How To Locally Run a Hugging Face Model Using Ollama

Hey guys, this will be a quick guide on locally running a simple model downloaded from Hugging Face using Ollama.

Ollama is a software platform that simplifies running large language models (LLMs) locally on your computer. Its CLI allows you to access and interact with open-source LLMs without the complexities of managing model weights and configurations, offering a private alternative to cloud-based LLM chatbots like Open AI’s ChatGPT or Anthropic’s Claude.

Setting Up ollama

The first step is to visit Ollama’s website and download the app for your supported operating system.

Once that's done, run the software from your application manager.

Nothing seems to happen, but Ollama will start a live server running in the background. You should see an Ollama icon on your desktop menu bar.
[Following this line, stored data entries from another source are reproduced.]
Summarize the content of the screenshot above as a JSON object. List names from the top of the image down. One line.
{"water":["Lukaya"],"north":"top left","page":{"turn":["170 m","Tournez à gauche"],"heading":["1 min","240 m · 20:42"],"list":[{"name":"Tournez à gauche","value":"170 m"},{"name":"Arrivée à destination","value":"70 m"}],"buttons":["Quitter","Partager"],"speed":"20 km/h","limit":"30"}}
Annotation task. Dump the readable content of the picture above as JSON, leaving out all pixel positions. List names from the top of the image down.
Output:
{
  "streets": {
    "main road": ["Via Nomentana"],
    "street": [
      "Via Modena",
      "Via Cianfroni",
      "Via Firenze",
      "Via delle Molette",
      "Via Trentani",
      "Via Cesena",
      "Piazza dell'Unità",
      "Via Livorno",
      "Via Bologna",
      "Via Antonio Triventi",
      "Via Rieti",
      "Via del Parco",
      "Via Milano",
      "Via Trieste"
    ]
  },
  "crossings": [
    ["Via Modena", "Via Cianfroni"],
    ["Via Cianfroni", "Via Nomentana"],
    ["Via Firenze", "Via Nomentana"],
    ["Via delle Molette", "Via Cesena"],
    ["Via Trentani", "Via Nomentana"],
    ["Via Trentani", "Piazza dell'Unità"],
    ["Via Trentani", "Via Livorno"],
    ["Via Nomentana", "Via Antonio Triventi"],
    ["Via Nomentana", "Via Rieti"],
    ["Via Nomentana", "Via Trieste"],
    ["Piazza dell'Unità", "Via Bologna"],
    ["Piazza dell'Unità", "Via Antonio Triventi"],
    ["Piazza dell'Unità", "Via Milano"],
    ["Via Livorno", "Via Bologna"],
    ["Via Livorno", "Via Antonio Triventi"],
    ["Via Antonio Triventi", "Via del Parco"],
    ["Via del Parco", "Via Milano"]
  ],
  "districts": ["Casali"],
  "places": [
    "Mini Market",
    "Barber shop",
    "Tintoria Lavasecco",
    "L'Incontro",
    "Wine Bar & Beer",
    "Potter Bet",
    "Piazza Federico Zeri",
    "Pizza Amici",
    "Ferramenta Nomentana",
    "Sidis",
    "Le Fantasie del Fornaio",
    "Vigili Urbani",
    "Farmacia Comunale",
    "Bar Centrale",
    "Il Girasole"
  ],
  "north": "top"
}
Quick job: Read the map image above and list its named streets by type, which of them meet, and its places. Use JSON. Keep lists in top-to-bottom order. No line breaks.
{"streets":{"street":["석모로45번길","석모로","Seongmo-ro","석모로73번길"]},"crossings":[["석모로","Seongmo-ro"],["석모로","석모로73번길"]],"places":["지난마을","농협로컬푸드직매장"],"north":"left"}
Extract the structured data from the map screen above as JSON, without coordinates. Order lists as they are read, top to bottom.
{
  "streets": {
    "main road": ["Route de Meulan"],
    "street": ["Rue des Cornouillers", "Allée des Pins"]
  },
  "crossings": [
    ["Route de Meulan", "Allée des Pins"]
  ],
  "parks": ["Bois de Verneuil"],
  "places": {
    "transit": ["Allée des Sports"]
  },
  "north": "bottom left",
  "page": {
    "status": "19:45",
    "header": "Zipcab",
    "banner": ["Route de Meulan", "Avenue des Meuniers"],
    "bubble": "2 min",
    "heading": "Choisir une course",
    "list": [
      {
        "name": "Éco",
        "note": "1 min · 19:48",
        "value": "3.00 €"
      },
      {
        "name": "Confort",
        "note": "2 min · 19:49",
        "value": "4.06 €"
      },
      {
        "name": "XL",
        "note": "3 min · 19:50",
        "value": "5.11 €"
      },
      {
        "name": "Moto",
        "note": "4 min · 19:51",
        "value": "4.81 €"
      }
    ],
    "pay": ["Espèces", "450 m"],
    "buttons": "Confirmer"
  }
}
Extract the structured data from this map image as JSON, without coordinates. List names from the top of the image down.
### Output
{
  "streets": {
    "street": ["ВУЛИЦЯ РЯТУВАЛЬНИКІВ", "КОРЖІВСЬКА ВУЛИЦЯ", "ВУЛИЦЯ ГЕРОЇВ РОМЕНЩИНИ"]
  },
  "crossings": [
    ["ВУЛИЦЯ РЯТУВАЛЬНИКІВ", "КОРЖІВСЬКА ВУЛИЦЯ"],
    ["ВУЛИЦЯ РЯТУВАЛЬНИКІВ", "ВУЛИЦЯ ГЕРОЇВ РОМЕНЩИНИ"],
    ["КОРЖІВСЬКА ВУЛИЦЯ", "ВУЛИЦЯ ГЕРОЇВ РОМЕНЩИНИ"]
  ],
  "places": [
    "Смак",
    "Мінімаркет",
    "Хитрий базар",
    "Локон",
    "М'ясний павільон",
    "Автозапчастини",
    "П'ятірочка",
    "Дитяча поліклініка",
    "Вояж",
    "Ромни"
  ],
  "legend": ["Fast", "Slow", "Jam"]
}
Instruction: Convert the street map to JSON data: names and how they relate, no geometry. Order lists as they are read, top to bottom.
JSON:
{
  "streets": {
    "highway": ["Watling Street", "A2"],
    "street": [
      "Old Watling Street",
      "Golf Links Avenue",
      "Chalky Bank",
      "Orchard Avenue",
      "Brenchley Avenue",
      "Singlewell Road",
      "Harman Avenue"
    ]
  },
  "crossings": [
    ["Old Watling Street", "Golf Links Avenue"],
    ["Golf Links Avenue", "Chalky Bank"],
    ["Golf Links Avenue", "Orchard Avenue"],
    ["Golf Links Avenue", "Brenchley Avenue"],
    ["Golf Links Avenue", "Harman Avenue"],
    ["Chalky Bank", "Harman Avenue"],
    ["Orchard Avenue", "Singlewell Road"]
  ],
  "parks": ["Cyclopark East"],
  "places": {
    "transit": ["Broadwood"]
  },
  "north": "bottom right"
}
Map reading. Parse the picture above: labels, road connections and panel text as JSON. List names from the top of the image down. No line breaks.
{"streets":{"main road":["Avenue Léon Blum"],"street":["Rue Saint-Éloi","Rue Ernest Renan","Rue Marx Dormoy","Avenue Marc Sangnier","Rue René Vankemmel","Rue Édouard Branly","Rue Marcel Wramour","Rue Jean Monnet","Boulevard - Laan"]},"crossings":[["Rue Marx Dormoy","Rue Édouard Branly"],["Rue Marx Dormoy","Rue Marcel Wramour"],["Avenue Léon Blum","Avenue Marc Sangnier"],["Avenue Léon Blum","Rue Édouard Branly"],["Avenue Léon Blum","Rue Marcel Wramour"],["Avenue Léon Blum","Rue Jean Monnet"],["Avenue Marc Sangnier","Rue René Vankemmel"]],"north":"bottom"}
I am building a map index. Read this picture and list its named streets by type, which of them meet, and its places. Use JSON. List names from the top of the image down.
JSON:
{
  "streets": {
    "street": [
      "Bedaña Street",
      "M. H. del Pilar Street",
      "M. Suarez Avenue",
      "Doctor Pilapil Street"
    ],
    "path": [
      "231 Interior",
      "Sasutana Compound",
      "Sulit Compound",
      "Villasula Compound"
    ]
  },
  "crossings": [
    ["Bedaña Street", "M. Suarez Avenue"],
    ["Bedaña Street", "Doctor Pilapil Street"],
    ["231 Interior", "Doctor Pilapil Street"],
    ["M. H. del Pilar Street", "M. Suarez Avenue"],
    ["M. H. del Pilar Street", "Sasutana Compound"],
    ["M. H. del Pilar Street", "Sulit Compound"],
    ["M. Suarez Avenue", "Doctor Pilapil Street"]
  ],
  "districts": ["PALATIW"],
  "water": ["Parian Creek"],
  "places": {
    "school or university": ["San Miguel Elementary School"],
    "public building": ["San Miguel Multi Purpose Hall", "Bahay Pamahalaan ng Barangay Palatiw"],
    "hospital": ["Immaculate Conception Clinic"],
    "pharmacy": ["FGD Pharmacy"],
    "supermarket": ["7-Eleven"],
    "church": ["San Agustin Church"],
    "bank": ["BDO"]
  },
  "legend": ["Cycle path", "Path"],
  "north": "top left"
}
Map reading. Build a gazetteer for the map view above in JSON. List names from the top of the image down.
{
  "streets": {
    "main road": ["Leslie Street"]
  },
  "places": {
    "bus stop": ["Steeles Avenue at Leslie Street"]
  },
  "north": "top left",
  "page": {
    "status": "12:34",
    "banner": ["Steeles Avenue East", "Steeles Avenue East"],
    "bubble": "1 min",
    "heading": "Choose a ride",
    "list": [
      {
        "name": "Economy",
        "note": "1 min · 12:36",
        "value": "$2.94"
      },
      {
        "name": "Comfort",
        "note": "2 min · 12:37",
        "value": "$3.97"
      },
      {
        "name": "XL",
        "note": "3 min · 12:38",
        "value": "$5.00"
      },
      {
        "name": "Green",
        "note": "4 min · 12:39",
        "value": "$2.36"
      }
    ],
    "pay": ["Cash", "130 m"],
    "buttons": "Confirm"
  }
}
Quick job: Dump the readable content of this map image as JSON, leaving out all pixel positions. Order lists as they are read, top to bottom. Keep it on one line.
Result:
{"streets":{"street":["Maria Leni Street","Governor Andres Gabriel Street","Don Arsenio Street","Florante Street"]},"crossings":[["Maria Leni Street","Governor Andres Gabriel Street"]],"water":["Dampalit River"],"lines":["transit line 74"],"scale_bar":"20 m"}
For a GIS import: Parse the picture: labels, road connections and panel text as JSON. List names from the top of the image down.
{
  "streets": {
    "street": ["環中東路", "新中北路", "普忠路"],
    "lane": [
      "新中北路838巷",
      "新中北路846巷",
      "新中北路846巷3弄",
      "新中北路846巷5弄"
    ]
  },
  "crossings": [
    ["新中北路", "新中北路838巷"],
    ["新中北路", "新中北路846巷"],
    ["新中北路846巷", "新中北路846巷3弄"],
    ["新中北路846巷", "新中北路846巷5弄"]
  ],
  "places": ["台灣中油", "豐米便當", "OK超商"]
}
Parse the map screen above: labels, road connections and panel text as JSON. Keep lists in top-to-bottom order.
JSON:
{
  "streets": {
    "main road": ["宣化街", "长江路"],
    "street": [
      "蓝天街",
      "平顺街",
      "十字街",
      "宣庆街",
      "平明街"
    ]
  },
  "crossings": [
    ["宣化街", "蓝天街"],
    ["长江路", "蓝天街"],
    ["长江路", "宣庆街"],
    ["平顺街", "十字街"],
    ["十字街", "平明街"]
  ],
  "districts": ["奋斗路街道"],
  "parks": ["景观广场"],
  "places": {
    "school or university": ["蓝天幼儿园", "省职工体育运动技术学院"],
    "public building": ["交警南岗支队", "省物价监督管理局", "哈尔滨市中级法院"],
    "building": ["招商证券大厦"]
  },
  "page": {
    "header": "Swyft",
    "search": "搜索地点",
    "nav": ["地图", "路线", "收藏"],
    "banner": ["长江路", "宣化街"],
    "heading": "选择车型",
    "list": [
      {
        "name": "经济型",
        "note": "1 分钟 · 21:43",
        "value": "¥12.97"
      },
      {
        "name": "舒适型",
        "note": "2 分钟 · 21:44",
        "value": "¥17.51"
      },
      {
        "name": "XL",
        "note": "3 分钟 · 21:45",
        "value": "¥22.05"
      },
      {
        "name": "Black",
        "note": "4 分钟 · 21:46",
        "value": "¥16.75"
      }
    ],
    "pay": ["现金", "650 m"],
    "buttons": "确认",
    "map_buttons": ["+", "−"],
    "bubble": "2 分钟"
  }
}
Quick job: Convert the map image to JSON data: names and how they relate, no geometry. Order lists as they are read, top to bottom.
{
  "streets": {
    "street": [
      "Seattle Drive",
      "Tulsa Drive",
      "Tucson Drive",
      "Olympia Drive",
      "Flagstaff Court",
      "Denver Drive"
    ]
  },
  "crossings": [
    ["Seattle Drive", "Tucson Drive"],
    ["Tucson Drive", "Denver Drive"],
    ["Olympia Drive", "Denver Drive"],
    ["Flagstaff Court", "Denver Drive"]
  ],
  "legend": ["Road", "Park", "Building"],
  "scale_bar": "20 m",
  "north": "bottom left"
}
This confirms the server is up and running. To confirm the Ollama CLI was successfully downloaded, open your terminal and run ollama. This should output a list of available commands.

Ollama gives you access to a long list of popular models to pull and run out of the box. The model library contains all supported models.

To run a supported model, use this command:

ollama run MODEL_NAME

This will download and run the specified model if it has not already been downloaded. If it has been downloaded, it will run the model, allowing you to start prompting. Below I am running Meta’s llama 3.2 model.

Easy as that. Now let's get to the good stuff. Running Hugging Face models with Ollama.

Running Hugging Face Transformer models

Hugging Face is a community-driven platform and library that provides open-source tools, AI models, and datasets to help developers build, share, and train machine learning models more easily. It's really the GitHub for the AI LLM community.

In this section, you will download a simple text generation base model from Hugging Face that you can pull into Ollama and run. Here's the problem: most models on Hugging Face are in a .safetensor format, usually accessed using the Hugging Face Transformers library. Ollama does not support this file type and wouldn't run inside the application.

So we need to convert the type into the supported .gguf type used by the Ollama inference engine llama.cpp. This file type is a quantized, efficient version of the transformer models.

Download the zipped package of Kyutai’s 2B parameter text generation model, making sure to include all the files contained within the archive.

Since this is all open-source stuff, you can find converted versions like this from great community members. Don't worry. I'll still show you how to do it yourself if you can't find a converted model you'd like to use.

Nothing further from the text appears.